Each line below should be repeated exactly as it stands.
━━━━
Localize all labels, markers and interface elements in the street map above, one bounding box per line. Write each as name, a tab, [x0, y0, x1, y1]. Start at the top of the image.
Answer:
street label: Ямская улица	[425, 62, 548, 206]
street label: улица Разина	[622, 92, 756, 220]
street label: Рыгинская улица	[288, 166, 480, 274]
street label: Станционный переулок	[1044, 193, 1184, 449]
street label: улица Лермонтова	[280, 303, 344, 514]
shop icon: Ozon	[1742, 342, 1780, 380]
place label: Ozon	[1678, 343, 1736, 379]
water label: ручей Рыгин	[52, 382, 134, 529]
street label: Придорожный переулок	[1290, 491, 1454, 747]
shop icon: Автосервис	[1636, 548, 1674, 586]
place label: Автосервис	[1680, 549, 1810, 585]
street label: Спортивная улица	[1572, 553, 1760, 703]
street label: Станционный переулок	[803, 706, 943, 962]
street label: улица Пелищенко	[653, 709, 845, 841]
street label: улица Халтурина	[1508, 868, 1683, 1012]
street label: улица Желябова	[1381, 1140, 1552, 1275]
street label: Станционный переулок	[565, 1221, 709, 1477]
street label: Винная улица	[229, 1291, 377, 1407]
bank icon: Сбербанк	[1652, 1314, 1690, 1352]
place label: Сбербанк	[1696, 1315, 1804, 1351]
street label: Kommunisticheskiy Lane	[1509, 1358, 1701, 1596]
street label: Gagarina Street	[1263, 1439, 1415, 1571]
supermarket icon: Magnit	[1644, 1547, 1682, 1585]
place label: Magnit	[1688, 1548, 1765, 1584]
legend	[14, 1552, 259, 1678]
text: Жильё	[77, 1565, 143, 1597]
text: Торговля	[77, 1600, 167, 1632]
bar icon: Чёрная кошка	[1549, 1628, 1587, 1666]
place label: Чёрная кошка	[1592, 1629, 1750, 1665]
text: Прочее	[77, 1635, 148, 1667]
━━━━
◆ **TASK OUTPUT**
Localize all labels, markers and interface elements in the street map above, one bounding box per line. Write each as name, a tab, [x0, y0, x1, y1]. Start at the top of the image.
Answer:
street label: Ямская улица	[425, 62, 548, 206]
street label: улица Разина	[622, 92, 756, 220]
street label: Рыгинская улица	[288, 166, 480, 274]
street label: Станционный переулок	[1044, 193, 1184, 449]
street label: улица Лермонтова	[280, 303, 344, 514]
shop icon: Ozon	[1742, 342, 1780, 380]
place label: Ozon	[1678, 343, 1736, 379]
water label: ручей Рыгин	[52, 382, 134, 529]
street label: Придорожный переулок	[1290, 491, 1454, 747]
shop icon: Автосервис	[1636, 548, 1674, 586]
place label: Автосервис	[1680, 549, 1810, 585]
street label: Спортивная улица	[1572, 553, 1760, 703]
street label: Станционный переулок	[803, 706, 943, 962]
street label: улица Пелищенко	[653, 709, 845, 841]
street label: улица Халтурина	[1508, 868, 1683, 1012]
street label: улица Желябова	[1381, 1140, 1552, 1275]
street label: Станционный переулок	[565, 1221, 709, 1477]
street label: Винная улица	[229, 1291, 377, 1407]
bank icon: Сбербанк	[1652, 1314, 1690, 1352]
place label: Сбербанк	[1696, 1315, 1804, 1351]
street label: Kommunisticheskiy Lane	[1509, 1358, 1701, 1596]
street label: Gagarina Street	[1263, 1439, 1415, 1571]
supermarket icon: Magnit	[1644, 1547, 1682, 1585]
place label: Magnit	[1688, 1548, 1765, 1584]
legend	[14, 1552, 259, 1678]
text: Жильё	[77, 1565, 143, 1597]
text: Торговля	[77, 1600, 167, 1632]
bar icon: Чёрная кошка	[1549, 1628, 1587, 1666]
place label: Чёрная кошка	[1592, 1629, 1750, 1665]
text: Прочее	[77, 1635, 148, 1667]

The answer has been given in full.